## TASK DATA
-- -- --

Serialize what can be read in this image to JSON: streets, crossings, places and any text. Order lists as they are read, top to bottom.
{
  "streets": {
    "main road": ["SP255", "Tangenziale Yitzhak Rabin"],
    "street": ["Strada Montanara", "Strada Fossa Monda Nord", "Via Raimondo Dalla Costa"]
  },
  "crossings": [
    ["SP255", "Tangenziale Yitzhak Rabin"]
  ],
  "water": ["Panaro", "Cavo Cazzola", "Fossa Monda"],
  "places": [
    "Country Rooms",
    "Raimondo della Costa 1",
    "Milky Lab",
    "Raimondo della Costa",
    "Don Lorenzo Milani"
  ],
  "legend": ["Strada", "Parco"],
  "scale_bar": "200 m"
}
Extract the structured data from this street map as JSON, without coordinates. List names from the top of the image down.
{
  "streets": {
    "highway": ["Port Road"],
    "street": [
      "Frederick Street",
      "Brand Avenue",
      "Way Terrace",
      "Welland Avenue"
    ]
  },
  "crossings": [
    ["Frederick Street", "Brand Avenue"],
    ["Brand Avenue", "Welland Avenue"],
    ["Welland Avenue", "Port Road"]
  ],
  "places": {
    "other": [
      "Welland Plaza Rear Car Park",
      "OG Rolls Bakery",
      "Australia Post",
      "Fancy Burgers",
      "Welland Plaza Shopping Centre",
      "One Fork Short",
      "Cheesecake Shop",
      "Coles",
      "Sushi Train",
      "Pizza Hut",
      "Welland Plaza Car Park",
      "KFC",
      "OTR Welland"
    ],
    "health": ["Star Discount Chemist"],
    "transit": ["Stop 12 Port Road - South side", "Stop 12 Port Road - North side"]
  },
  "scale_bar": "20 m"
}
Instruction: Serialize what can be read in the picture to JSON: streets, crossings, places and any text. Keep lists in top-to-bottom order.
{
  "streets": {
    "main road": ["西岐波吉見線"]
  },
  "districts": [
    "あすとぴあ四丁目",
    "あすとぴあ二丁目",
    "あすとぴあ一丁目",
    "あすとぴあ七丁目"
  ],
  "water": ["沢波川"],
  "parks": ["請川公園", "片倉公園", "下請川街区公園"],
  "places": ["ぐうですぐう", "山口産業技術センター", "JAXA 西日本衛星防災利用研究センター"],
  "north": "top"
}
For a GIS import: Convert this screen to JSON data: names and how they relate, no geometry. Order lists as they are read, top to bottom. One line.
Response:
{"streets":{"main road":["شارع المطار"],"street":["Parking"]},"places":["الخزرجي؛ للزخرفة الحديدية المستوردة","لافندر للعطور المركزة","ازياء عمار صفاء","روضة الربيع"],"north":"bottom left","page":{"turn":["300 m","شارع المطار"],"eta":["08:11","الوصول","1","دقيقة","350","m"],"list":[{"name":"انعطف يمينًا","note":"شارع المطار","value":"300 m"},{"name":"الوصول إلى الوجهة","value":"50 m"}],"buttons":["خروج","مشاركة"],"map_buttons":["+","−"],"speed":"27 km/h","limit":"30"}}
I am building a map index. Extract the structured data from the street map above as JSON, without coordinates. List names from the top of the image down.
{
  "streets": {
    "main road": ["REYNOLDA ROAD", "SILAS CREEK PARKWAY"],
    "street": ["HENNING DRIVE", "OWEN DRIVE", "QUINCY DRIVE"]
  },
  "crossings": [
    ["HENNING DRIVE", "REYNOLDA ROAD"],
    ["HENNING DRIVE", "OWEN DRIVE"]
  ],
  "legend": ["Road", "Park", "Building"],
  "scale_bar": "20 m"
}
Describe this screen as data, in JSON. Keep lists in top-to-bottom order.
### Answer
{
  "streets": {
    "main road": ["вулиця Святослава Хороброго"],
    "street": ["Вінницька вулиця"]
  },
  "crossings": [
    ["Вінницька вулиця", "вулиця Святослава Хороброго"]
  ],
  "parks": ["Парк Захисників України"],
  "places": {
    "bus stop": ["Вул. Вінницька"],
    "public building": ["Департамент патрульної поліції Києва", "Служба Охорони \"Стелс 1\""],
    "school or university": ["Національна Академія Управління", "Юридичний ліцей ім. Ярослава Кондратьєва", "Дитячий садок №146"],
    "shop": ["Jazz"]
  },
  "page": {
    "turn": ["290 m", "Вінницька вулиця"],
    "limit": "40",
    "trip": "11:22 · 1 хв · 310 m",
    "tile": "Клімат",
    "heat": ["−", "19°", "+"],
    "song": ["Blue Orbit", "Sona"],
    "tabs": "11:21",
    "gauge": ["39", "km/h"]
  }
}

-- -- --

## WHAT IS NEEDED
Copy, from the lines above, each one that holds "screen".

## RESPONSE
For a GIS import: Convert this screen to JSON data: names and how they relate, no geometry. Order lists as they are read, top to bottom. One line.
Describe this screen as data, in JSON. Keep lists in top-to-bottom order.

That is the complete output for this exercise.